Among the entries, find the lines with the string "stream" and copy them.

DATA TO USE: Begin

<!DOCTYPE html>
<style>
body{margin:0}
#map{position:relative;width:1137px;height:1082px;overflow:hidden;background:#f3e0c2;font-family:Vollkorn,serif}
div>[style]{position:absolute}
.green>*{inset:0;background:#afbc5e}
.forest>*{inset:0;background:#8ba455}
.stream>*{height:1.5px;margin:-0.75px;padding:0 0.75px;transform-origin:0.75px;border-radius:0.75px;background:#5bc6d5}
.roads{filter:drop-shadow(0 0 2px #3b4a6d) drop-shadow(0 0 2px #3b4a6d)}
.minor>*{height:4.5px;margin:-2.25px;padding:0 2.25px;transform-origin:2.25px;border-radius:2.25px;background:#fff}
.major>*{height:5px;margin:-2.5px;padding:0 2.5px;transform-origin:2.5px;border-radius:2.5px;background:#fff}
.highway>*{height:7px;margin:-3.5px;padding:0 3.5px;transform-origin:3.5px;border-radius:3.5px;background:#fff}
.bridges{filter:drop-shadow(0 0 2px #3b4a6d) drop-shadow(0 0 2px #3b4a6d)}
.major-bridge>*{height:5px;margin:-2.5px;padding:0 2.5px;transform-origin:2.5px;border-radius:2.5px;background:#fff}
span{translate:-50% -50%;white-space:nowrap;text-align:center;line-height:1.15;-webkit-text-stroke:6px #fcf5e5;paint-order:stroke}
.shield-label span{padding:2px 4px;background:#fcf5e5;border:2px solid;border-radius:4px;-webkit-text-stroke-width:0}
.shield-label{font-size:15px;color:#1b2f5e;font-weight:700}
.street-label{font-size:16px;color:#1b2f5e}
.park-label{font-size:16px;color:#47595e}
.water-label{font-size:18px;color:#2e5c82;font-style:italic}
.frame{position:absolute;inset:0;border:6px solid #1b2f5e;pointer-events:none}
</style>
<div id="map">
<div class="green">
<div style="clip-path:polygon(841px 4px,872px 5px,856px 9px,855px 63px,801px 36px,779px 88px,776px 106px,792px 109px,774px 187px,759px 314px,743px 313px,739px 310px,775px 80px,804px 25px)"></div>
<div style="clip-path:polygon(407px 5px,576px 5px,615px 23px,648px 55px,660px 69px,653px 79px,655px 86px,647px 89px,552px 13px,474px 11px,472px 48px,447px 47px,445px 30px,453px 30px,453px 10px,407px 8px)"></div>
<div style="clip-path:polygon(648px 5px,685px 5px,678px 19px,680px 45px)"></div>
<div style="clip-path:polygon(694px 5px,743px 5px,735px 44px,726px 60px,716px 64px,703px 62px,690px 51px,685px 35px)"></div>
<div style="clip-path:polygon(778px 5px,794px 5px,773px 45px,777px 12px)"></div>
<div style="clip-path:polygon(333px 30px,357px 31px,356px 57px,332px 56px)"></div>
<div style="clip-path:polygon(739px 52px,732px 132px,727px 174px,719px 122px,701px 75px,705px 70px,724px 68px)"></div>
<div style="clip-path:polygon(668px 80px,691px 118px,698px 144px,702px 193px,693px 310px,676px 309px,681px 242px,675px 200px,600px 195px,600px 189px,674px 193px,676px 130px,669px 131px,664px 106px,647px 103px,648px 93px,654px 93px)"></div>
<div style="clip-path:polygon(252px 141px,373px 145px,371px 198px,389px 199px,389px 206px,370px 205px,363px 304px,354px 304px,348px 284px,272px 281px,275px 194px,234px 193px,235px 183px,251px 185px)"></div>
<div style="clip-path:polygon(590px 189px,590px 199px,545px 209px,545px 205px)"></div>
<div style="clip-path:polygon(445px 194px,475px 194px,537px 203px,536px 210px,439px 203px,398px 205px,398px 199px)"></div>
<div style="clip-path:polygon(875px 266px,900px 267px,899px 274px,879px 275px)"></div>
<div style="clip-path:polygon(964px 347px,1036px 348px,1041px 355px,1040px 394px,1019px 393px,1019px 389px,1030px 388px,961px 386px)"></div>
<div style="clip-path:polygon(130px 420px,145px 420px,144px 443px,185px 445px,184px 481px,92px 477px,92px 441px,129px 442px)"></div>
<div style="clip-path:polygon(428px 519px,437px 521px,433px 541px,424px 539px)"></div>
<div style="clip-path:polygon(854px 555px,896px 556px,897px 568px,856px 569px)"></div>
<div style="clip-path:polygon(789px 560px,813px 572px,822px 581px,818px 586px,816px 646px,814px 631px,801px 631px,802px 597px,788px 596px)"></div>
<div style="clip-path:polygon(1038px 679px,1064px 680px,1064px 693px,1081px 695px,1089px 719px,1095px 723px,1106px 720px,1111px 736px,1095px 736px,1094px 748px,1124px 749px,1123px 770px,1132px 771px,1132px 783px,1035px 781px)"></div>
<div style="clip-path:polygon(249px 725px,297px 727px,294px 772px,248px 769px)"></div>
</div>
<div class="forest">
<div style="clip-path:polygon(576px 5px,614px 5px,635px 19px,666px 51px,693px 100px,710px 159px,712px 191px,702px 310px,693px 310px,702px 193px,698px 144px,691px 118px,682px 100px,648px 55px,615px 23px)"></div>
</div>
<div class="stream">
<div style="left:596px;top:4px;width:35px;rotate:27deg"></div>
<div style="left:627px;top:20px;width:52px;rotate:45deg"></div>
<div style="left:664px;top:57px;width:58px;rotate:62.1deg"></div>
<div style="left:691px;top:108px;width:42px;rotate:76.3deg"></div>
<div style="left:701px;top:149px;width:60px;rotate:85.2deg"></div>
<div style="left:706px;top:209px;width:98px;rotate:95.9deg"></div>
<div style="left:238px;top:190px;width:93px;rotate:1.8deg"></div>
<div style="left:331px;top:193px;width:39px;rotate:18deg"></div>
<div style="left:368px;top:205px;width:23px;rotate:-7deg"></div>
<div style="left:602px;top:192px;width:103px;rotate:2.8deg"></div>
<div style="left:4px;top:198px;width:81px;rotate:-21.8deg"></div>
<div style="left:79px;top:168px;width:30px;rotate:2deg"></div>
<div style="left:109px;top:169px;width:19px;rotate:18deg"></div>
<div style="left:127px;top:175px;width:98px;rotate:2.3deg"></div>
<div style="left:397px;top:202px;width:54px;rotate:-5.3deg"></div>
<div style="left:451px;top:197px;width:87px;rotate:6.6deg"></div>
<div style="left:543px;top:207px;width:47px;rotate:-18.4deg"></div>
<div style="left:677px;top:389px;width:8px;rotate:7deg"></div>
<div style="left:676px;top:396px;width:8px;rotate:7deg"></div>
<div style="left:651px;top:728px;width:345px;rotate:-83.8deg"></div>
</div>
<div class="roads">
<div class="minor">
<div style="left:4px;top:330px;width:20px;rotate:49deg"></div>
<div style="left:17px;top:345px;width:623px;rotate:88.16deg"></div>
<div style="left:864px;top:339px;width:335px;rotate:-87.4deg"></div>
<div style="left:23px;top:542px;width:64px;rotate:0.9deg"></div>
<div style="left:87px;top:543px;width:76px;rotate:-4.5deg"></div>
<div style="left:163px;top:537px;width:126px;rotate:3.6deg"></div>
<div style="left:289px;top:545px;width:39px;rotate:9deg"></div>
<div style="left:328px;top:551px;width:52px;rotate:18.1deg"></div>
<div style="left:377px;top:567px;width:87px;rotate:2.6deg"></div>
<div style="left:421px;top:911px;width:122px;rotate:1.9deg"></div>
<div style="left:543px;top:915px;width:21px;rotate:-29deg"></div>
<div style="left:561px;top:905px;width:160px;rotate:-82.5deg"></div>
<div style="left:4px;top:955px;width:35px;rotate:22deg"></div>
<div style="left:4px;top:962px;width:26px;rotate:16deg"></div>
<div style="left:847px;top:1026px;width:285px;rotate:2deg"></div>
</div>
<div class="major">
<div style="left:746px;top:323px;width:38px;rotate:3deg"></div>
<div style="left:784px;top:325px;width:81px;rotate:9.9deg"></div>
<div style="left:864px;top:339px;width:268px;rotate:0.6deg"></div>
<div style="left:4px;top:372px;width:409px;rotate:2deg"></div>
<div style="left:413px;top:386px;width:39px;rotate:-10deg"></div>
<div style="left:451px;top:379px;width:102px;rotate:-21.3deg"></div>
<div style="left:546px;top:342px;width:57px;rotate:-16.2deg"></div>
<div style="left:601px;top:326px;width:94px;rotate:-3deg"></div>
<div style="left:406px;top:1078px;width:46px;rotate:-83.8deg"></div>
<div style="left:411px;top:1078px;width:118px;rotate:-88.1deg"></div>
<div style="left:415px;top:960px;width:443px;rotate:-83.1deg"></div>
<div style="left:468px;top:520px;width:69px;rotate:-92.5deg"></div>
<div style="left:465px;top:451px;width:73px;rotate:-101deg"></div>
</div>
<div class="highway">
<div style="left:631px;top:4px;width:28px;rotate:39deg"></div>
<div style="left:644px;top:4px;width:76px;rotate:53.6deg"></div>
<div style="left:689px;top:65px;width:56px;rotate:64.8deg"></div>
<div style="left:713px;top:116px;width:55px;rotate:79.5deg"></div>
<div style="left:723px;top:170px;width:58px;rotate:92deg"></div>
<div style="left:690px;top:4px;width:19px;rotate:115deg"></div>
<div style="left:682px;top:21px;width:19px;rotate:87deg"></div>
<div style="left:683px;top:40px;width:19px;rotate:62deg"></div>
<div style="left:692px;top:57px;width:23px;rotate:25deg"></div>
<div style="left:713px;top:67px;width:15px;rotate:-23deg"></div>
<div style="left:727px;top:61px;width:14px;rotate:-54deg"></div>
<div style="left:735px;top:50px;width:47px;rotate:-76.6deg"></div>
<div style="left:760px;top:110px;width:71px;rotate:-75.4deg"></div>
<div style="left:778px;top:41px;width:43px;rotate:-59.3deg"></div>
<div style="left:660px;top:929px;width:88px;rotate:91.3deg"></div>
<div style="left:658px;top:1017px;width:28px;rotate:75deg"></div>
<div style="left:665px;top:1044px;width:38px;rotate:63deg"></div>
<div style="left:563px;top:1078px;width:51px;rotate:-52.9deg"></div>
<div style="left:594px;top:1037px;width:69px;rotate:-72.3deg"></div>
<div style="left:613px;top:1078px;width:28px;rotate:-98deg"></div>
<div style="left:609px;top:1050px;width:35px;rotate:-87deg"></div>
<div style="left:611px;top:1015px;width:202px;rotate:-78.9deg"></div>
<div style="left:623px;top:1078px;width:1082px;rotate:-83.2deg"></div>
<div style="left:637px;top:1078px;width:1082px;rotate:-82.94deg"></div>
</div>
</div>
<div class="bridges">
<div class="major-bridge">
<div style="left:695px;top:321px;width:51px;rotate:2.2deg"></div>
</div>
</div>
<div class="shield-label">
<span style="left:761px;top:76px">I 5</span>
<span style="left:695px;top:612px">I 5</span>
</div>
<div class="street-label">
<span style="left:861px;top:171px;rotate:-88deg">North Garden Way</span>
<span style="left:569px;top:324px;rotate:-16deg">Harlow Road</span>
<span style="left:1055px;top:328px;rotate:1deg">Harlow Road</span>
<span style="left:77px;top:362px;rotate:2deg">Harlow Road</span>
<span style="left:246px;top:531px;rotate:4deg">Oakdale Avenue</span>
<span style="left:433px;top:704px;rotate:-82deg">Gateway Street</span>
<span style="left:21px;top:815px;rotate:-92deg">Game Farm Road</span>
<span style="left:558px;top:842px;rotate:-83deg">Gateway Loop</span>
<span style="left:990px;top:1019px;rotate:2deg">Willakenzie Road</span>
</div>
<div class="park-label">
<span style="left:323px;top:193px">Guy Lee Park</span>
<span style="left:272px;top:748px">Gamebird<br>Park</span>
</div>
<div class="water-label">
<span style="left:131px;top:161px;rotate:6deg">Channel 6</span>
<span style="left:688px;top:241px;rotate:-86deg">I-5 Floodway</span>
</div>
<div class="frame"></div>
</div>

DATA TO USE: End

▶ _EXERCISE ANSWER_:
.stream>*{height:1.5px;margin:-0.75px;padding:0 0.75px;transform-origin:0.75px;border-radius:0.75px;background:#5bc6d5}
<div class="stream">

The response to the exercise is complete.